Posted: Wed Jan 09, 2019 1:30 am
by kubilus1
Well, it can depend on your game logic, for one. For instance, let's say we are creating a tennis game with a player sprite on the bottom and a player sprite on the top. If we get a VDP_COLLISION and our ball sprite is over halfway up the screen, we know exactly where the collision occurred.

In other cases, it's an optimization.

Let's take for example a game where we have an arbitrary layout of 40 sprites. We could simply iterate through all our sprites and check boundry box against each boundry box, and run a collision handler whenever we have a collision. This is terribly slow, however. Keep in mind we may need to check 40 sprites against 39 sprites, one by one.

What if while we move our sprites around we indicate the row(s) the sprite is on. Now we could check fairly quickly by doing a logical AND against each sprite and relatively quickly determine if we need to check for a collision further or not.
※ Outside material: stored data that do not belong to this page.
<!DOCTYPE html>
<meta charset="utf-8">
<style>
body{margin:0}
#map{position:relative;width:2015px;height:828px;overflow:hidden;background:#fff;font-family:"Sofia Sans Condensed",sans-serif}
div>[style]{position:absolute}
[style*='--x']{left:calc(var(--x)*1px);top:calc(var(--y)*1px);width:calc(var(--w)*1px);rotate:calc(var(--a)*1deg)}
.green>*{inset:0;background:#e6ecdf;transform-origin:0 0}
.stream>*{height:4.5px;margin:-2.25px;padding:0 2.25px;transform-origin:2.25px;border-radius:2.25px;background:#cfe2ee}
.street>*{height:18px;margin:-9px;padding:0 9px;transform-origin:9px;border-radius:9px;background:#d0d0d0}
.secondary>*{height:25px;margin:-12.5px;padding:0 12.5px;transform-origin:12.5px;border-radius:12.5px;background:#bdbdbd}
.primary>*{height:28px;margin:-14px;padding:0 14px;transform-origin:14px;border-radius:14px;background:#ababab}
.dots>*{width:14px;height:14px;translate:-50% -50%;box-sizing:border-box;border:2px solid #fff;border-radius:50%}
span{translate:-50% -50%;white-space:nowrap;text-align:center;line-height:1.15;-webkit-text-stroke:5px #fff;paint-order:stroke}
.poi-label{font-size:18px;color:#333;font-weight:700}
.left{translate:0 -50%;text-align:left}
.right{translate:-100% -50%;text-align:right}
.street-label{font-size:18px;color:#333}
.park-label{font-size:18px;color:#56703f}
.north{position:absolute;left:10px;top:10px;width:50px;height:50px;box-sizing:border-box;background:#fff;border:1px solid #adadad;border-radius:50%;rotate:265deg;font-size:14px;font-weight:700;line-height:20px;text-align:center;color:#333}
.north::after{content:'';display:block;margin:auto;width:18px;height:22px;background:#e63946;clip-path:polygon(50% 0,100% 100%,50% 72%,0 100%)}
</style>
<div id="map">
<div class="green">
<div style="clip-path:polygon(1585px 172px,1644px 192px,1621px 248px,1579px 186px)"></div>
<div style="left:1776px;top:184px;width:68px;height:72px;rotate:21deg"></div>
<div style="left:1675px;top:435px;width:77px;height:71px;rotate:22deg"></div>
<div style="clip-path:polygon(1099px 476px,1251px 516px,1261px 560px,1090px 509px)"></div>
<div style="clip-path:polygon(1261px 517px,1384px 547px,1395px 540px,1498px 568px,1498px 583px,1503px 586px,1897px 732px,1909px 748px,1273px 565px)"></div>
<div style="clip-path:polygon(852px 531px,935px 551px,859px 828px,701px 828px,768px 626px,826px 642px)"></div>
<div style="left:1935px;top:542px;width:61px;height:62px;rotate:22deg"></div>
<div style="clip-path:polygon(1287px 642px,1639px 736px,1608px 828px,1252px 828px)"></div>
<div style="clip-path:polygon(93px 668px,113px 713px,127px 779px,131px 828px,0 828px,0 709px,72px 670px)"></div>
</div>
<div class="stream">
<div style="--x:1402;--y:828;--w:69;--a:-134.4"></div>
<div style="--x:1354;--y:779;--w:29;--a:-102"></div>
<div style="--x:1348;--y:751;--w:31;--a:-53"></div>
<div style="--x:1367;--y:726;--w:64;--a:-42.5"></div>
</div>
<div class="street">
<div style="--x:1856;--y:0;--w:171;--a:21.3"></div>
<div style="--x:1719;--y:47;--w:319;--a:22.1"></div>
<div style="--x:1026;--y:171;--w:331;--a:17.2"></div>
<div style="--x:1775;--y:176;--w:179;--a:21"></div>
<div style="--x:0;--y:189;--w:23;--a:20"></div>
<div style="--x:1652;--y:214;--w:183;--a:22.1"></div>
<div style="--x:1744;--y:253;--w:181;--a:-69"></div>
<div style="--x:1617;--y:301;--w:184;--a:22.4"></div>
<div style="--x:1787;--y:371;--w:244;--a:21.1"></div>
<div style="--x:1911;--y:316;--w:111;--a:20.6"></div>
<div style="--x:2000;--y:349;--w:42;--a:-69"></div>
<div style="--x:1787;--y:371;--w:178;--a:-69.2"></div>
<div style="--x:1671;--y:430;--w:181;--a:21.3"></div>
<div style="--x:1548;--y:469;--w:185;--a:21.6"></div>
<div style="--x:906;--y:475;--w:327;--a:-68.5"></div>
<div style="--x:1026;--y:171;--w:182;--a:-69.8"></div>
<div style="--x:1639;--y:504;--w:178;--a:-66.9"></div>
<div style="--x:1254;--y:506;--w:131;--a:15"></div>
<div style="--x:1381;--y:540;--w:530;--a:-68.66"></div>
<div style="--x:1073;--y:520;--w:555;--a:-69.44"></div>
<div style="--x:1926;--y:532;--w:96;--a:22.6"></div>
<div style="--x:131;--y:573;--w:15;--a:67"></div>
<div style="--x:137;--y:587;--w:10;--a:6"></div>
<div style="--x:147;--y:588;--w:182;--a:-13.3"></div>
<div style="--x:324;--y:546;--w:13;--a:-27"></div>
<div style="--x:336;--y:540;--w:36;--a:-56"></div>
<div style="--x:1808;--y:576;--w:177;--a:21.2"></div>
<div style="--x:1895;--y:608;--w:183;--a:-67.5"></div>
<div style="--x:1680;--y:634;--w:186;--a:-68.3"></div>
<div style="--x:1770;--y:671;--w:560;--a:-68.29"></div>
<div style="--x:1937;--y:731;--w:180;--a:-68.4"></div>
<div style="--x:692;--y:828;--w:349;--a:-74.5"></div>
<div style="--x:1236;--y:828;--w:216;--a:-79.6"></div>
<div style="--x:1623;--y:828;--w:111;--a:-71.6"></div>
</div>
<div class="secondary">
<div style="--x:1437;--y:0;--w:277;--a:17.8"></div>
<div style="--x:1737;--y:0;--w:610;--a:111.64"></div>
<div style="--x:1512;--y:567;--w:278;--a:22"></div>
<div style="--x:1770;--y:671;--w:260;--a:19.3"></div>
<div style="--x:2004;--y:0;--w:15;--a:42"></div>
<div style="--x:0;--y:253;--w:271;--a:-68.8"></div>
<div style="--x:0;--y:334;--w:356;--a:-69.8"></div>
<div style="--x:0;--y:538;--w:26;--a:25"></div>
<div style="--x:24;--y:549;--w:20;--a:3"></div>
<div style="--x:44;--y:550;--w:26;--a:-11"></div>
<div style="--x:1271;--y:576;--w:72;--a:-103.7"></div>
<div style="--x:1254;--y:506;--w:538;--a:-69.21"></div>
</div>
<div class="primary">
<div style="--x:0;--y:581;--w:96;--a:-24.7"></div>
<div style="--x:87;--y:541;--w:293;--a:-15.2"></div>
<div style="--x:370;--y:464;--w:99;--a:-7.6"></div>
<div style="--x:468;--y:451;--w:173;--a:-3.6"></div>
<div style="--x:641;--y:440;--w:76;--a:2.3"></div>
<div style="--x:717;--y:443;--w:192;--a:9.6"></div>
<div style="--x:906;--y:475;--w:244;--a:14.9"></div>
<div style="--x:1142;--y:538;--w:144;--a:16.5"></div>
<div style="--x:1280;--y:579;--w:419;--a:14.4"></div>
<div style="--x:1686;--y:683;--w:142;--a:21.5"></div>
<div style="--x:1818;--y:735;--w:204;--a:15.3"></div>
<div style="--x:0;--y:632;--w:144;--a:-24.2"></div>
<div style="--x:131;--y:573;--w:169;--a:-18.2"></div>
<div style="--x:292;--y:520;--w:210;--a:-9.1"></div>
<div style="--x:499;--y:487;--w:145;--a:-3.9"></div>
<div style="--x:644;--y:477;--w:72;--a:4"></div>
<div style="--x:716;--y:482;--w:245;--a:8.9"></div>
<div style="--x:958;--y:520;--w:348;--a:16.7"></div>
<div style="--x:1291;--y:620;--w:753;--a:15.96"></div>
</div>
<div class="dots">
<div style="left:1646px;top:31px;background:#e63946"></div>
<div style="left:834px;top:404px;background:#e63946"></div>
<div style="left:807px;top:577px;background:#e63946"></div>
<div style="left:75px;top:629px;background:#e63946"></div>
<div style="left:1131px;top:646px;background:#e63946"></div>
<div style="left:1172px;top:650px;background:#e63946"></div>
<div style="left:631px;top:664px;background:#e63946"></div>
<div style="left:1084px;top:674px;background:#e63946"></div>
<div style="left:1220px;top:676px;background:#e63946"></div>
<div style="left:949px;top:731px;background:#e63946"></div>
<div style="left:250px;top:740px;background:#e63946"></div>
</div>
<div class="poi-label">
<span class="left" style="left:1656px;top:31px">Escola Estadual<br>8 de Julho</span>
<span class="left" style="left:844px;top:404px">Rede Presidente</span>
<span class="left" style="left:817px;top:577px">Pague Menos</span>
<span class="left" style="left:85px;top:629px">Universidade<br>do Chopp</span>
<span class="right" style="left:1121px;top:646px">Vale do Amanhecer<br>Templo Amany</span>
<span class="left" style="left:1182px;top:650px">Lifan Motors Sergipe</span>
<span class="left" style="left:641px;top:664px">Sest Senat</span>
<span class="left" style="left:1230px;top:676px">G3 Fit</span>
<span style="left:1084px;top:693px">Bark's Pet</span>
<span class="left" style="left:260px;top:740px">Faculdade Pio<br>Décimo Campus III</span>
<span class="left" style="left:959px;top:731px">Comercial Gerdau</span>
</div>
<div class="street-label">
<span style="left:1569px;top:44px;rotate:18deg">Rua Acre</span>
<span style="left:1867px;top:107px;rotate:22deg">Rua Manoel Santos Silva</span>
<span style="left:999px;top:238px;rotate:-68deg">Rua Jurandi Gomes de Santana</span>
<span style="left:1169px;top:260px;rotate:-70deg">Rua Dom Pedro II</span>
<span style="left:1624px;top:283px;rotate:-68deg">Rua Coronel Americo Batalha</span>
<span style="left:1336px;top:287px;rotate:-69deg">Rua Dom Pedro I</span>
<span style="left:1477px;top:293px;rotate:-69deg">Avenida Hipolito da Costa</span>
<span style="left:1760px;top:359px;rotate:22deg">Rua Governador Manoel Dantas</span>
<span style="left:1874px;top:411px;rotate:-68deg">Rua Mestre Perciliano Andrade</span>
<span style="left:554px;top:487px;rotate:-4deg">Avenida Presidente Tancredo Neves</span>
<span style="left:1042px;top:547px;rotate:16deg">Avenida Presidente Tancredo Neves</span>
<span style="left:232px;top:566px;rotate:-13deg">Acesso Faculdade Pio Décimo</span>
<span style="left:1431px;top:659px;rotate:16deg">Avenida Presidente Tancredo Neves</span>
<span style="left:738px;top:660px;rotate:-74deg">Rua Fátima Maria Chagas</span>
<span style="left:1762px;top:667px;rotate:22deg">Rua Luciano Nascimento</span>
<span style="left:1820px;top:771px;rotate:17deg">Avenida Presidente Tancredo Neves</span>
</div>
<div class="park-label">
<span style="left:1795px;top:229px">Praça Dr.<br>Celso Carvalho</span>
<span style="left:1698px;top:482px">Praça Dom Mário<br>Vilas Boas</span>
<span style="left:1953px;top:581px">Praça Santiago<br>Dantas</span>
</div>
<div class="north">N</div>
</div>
For some games, perhaps tile based games, we have an absolute row collision, and only even need to check for a column collision. However, depending on the number of sprites this still is fairly expensive, since we still are at least row checking 40 sprites against 39 sprites, one by one, regardless if there is any collision or not.

Let's say we note which row a potential collision occurs on, as I described in an earlier reply. We can now first check that a sprite on a row collides with *any* sprite before we check against each potential sprite by doing a simple logical AND of our sprite's row flags and the collision row flags we have set. We reduce the number of potential iterations significantly. In the no-collision case we are now down to 40 quick checks, total.

We can perhaps take this a bit further. Let's also preserve the VDP_COLLISION flag (recall it's unset as it's checked) and before we begin checking for any collisions in our main loop we check this first. By itself, this isn't much of an optimization. As sprites bang around our game they may overlap from last time, triggering this pretty much constantly.

However, what if, as we resolve our collisions, we have our game logic put each sprite into a no-collision state. Not all games, may be able to do this, but for certain ones, we could resolve the collision in a bounce, or a destroy, or whatever so that next frame, at least that sprite pair no longer collides.

This is at least my current thinking.

I'm playing with the idea of having object/sprites in a row based collision list so that I could get initial checks down to 32, but haven't gone down that rabbit hole yet.

Re: Do you need tutorials ?

Posted: Wed Jan 09, 2019 5:43 pm
by Miquel
kubilus1 wrote:
Wed Jan 09, 2019 1:30 am
we know exactly where the collision occurred.
No, you don't. You only know that in a line graphical sprites overlap, nothing more. And that's after losing about 50% of the cpu.